A bill pending in the Maryland General Assembly would make clear that all percentages for approval of amendments to bylaws be determined based on the number of owners “in good standing.” Owners “in good standing” are those not more than 90 days delinquent as to the payments of assessments and other charges. House Bill 556 would clarify Section 11-104(e)(6)(ii) of the Maryland Condominium Act, which provides that amendments to the bylaws require the approval of at least 60% of the unit owners “in good standing.” That provision also recognizes that approval of bylaw amendments may be based on “a lower percentage if required by the bylaws.” It was unclear, however, in instances where the bylaws permit a lower percentage, whether the percentage required is also be based on owners “in good standing;” or whether that limitation only applies when the approval of 60% or more is required. The proposed legislation would make clear that, if there is a lower percentage required under the bylaws, the percentage of approval is also be based on the number of owners “in good standing.” The bill would also amend Section 11B-116(c) of the Homeowner Association Act to clarify this same issue.
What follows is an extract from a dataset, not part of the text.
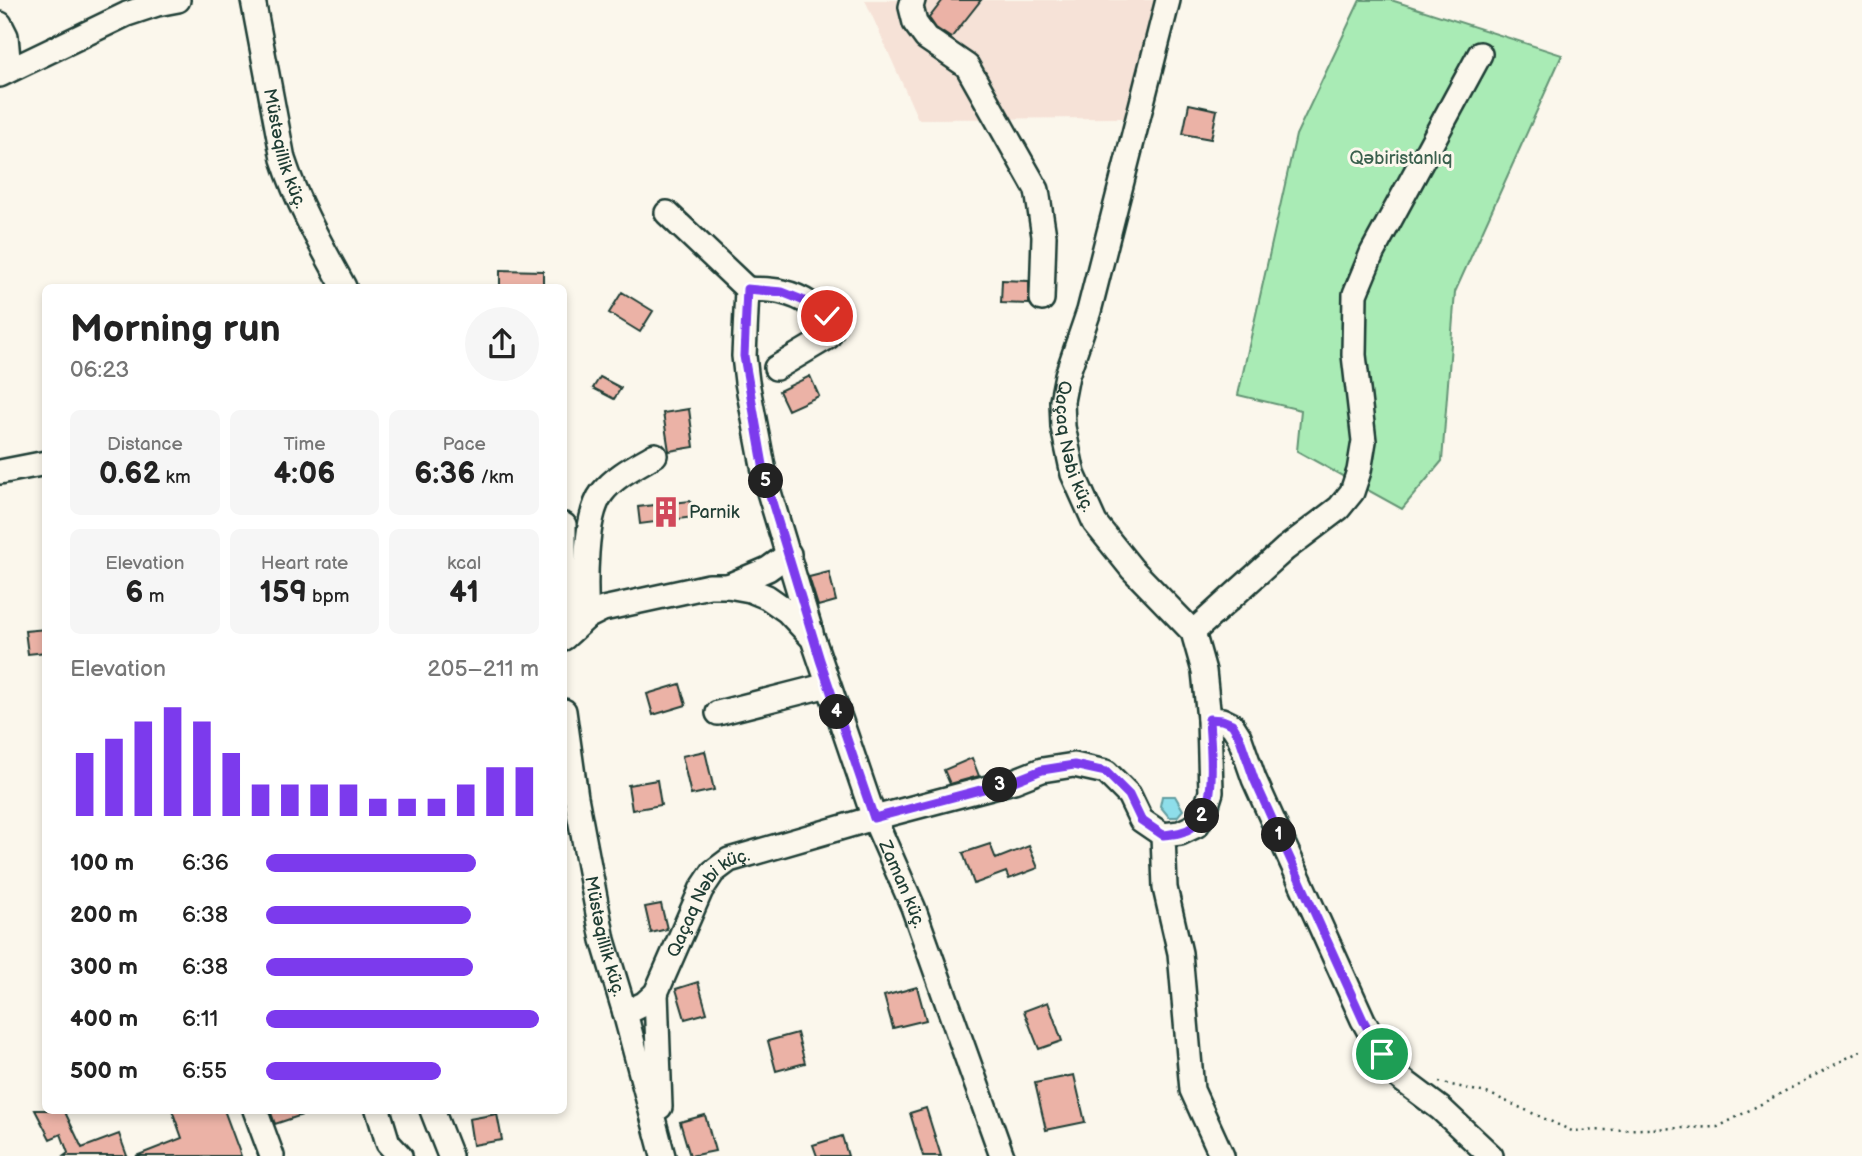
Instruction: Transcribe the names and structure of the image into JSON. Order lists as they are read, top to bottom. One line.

A bill filed in the Maryland General Assembly would require condominium developers to hold at least one meeting of the council of unit owners per year, and receive unit owner comment on the operation of the association. House Bill 218 would amend Section 11-109 of the Maryland Condominium Act, which presently requires that a condominium’s “governing body shall convene at least one meeting each year at which the agenda is open to any matter relating to the condominium.” The proposed legislation is intended to address those circumstances in which the developer maintains control the council as a result of still owning a majority of the units. It would provide that the mandated open agenda meeting is to be called by “the governing body or the developer,” and would require that, at the meeting, “the unit owners have an opportunity to provide comment.”
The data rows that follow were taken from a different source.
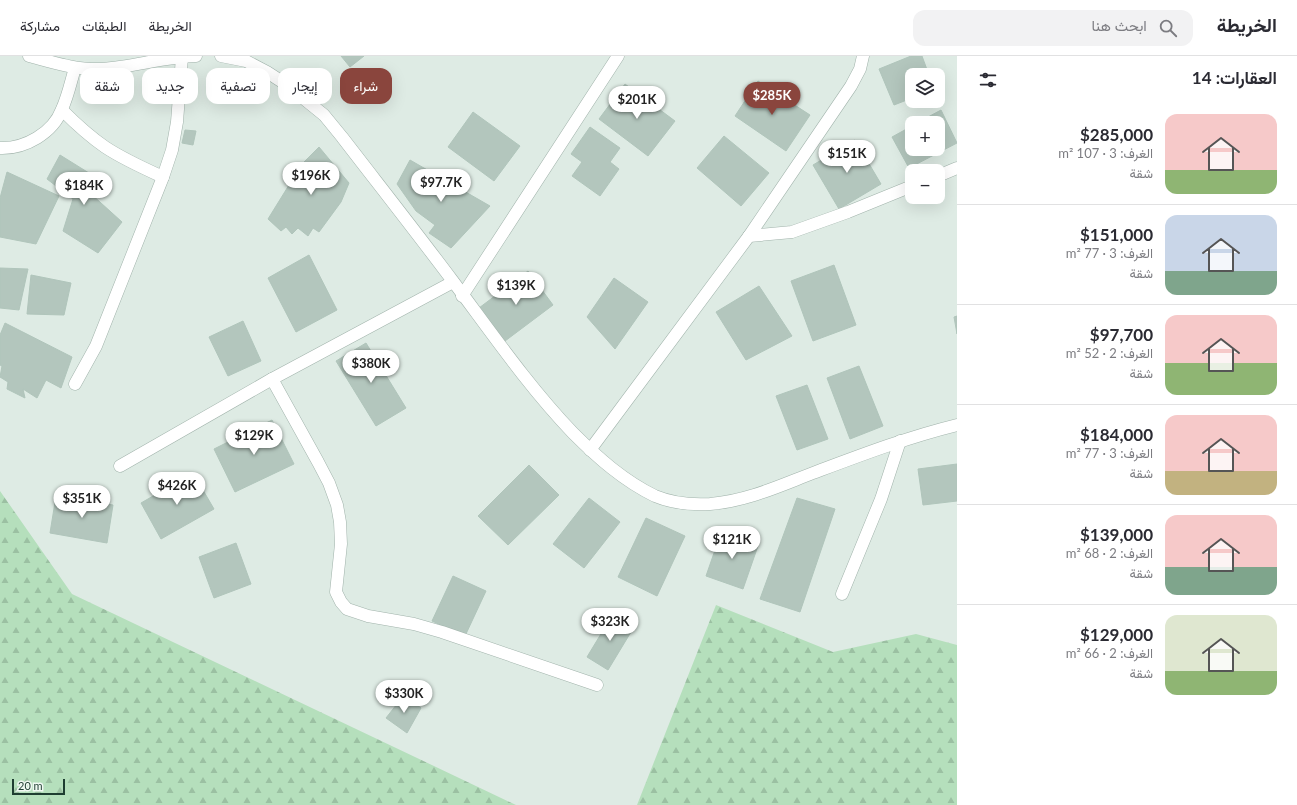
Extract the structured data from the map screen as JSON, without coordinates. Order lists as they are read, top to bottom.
{
  "scale_bar": "20 m",
  "page": {
    "header": "الخريطة",
    "search": "ابحث هنا",
    "nav": ["الخريطة", "الطبقات", "مشاركة"],
    "heading": "العقارات: 14",
    "map_buttons": ["+", "−"],
    "chip": [
      "شراء",
      "إيجار",
      "تصفية",
      "جديد",
      "شقة"
    ],
    "price": [
      "$285K",
      "$201K",
      "$151K",
      "$196K",
      "$97.7K",
      "$184K",
      "$139K",
      "$380K",
      "$129K",
      "$426K",
      "$351K",
      "$121K",
      "$323K",
      "$330K"
    ],
    "list": [
      {
        "name": "$285,000",
        "note": "الغرف: 3 · 107 m² · شقة"
      },
      {
        "name": "$151,000",
        "note": "الغرف: 3 · 77 m² · شقة"
      },
      {
        "name": "$97,700",
        "note": "الغرف: 2 · 52 m² · شقة"
      },
      {
        "name": "$184,000",
        "note": "الغرف: 3 · 77 m² · شقة"
      },
      {
        "name": "$139,000",
        "note": "الغرف: 2 · 68 m² · شقة"
      },
      {
        "name": "$129,000",
        "note": "الغرف: 2 · 66 m² · شقة"
      }
    ],
    "scale": "20 m"
  }
}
Legislation now pending in the Maryland General Assembly would double unit owner responsibility for the condominium’s insurance deductible when damage to components of the condominium originates from a unit. Under current law as established in Section 11-114 of the Maryland Condominium Act, the council of unit owners is required to maintain insurance “[f]or property and casualty losses to the common elements and units, exclusive of improvements and betterments installed in the units by the unit owners other than the developer.” An individual owner in whose unit the damage originates is responsible for the condominium’s insurance deductible up to a maximum of $5,000. Otherwise, the deductible remains a common expense. The result is that condominium master policies must cover property damage to all of the condominium structure, including both the common elements and units as originally constructed and finished by the developer, with the unit owners providing individual insurance for their improvements and personal contents. If damage originates in the unit, the owner is responsible for the insurance deductible up to a maximum of $5,000. Under House Bill 108 and Senate Bill 175, the $5,000 limit on unit owner responsibility would be raised to $10,000.